┌──
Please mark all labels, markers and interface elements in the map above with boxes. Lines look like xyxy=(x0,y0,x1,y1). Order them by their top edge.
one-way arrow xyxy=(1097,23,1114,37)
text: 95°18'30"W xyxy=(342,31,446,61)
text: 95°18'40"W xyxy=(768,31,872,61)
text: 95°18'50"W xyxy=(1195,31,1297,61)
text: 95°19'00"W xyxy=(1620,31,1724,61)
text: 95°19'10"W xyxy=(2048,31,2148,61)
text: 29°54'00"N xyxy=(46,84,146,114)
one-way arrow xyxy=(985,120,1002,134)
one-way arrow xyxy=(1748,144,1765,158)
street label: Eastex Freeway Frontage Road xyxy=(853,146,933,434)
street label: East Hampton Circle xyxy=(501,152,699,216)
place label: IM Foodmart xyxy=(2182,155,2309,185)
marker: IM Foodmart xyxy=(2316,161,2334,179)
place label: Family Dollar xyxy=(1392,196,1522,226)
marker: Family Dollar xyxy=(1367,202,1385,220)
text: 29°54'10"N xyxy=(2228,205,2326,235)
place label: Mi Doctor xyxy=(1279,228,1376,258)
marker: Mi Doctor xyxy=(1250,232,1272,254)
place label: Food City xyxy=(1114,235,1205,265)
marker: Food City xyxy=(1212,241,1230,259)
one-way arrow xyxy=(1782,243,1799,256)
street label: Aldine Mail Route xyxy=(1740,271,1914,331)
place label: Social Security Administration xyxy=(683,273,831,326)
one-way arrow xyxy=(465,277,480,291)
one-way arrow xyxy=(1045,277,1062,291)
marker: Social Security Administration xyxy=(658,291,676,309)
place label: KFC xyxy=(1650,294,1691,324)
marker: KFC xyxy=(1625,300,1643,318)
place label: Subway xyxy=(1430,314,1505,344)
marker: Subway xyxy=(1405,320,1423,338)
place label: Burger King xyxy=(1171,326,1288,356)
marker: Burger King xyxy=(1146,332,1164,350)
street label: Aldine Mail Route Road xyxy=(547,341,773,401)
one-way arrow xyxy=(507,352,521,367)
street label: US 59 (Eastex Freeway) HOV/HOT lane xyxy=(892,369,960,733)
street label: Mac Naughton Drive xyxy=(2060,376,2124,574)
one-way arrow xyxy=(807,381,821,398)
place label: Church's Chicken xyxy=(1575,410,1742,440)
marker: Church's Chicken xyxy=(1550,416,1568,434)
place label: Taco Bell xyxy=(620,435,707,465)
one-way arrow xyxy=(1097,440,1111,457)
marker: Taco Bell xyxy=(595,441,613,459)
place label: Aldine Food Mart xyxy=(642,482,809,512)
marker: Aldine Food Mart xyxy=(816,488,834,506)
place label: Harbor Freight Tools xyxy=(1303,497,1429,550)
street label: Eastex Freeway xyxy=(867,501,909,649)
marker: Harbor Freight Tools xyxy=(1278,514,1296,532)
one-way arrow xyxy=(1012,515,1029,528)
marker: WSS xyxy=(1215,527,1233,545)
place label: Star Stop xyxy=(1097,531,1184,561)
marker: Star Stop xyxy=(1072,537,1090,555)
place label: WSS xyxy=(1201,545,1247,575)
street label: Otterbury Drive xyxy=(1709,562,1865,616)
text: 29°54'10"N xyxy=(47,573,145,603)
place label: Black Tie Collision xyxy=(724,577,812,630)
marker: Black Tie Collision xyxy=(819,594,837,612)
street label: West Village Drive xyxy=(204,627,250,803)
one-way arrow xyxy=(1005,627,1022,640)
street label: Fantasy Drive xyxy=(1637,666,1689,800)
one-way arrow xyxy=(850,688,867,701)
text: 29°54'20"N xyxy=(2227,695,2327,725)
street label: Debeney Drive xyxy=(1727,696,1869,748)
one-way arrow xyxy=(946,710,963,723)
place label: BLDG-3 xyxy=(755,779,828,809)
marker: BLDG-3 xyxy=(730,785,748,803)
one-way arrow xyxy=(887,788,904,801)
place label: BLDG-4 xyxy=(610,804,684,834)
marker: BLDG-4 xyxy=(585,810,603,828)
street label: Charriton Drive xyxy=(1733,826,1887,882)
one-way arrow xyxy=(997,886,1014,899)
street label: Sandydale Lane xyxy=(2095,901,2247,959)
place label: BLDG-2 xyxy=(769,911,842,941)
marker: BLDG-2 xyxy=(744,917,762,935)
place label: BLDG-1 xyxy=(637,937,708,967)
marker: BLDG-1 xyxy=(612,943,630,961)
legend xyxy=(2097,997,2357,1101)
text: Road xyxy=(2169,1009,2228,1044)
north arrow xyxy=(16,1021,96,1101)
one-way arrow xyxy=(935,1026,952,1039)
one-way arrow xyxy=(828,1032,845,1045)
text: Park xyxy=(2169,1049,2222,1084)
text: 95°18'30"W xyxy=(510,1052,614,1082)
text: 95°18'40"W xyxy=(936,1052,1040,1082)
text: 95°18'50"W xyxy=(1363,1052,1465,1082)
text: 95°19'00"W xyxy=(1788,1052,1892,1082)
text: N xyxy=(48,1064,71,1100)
└──
Output the records in full, exactly.

Your response ::
Please mark all labels, markers and interface elements in the map above with boxes. Lines look like xyxy=(x0,y0,x1,y1). Order them by their top edge.
one-way arrow xyxy=(1097,23,1114,37)
text: 95°18'30"W xyxy=(342,31,446,61)
text: 95°18'40"W xyxy=(768,31,872,61)
text: 95°18'50"W xyxy=(1195,31,1297,61)
text: 95°19'00"W xyxy=(1620,31,1724,61)
text: 95°19'10"W xyxy=(2048,31,2148,61)
text: 29°54'00"N xyxy=(46,84,146,114)
one-way arrow xyxy=(985,120,1002,134)
one-way arrow xyxy=(1748,144,1765,158)
street label: Eastex Freeway Frontage Road xyxy=(853,146,933,434)
street label: East Hampton Circle xyxy=(501,152,699,216)
place label: IM Foodmart xyxy=(2182,155,2309,185)
marker: IM Foodmart xyxy=(2316,161,2334,179)
place label: Family Dollar xyxy=(1392,196,1522,226)
marker: Family Dollar xyxy=(1367,202,1385,220)
text: 29°54'10"N xyxy=(2228,205,2326,235)
place label: Mi Doctor xyxy=(1279,228,1376,258)
marker: Mi Doctor xyxy=(1250,232,1272,254)
place label: Food City xyxy=(1114,235,1205,265)
marker: Food City xyxy=(1212,241,1230,259)
one-way arrow xyxy=(1782,243,1799,256)
street label: Aldine Mail Route xyxy=(1740,271,1914,331)
place label: Social Security Administration xyxy=(683,273,831,326)
one-way arrow xyxy=(465,277,480,291)
one-way arrow xyxy=(1045,277,1062,291)
marker: Social Security Administration xyxy=(658,291,676,309)
place label: KFC xyxy=(1650,294,1691,324)
marker: KFC xyxy=(1625,300,1643,318)
place label: Subway xyxy=(1430,314,1505,344)
marker: Subway xyxy=(1405,320,1423,338)
place label: Burger King xyxy=(1171,326,1288,356)
marker: Burger King xyxy=(1146,332,1164,350)
street label: Aldine Mail Route Road xyxy=(547,341,773,401)
one-way arrow xyxy=(507,352,521,367)
street label: US 59 (Eastex Freeway) HOV/HOT lane xyxy=(892,369,960,733)
street label: Mac Naughton Drive xyxy=(2060,376,2124,574)
one-way arrow xyxy=(807,381,821,398)
place label: Church's Chicken xyxy=(1575,410,1742,440)
marker: Church's Chicken xyxy=(1550,416,1568,434)
place label: Taco Bell xyxy=(620,435,707,465)
one-way arrow xyxy=(1097,440,1111,457)
marker: Taco Bell xyxy=(595,441,613,459)
place label: Aldine Food Mart xyxy=(642,482,809,512)
marker: Aldine Food Mart xyxy=(816,488,834,506)
place label: Harbor Freight Tools xyxy=(1303,497,1429,550)
street label: Eastex Freeway xyxy=(867,501,909,649)
marker: Harbor Freight Tools xyxy=(1278,514,1296,532)
one-way arrow xyxy=(1012,515,1029,528)
marker: WSS xyxy=(1215,527,1233,545)
place label: Star Stop xyxy=(1097,531,1184,561)
marker: Star Stop xyxy=(1072,537,1090,555)
place label: WSS xyxy=(1201,545,1247,575)
street label: Otterbury Drive xyxy=(1709,562,1865,616)
text: 29°54'10"N xyxy=(47,573,145,603)
place label: Black Tie Collision xyxy=(724,577,812,630)
marker: Black Tie Collision xyxy=(819,594,837,612)
street label: West Village Drive xyxy=(204,627,250,803)
one-way arrow xyxy=(1005,627,1022,640)
street label: Fantasy Drive xyxy=(1637,666,1689,800)
one-way arrow xyxy=(850,688,867,701)
text: 29°54'20"N xyxy=(2227,695,2327,725)
street label: Debeney Drive xyxy=(1727,696,1869,748)
one-way arrow xyxy=(946,710,963,723)
place label: BLDG-3 xyxy=(755,779,828,809)
marker: BLDG-3 xyxy=(730,785,748,803)
one-way arrow xyxy=(887,788,904,801)
place label: BLDG-4 xyxy=(610,804,684,834)
marker: BLDG-4 xyxy=(585,810,603,828)
street label: Charriton Drive xyxy=(1733,826,1887,882)
one-way arrow xyxy=(997,886,1014,899)
street label: Sandydale Lane xyxy=(2095,901,2247,959)
place label: BLDG-2 xyxy=(769,911,842,941)
marker: BLDG-2 xyxy=(744,917,762,935)
place label: BLDG-1 xyxy=(637,937,708,967)
marker: BLDG-1 xyxy=(612,943,630,961)
legend xyxy=(2097,997,2357,1101)
text: Road xyxy=(2169,1009,2228,1044)
north arrow xyxy=(16,1021,96,1101)
one-way arrow xyxy=(935,1026,952,1039)
one-way arrow xyxy=(828,1032,845,1045)
text: Park xyxy=(2169,1049,2222,1084)
text: 95°18'30"W xyxy=(510,1052,614,1082)
text: 95°18'40"W xyxy=(936,1052,1040,1082)
text: 95°18'50"W xyxy=(1363,1052,1465,1082)
text: 95°19'00"W xyxy=(1788,1052,1892,1082)
text: N xyxy=(48,1064,71,1100)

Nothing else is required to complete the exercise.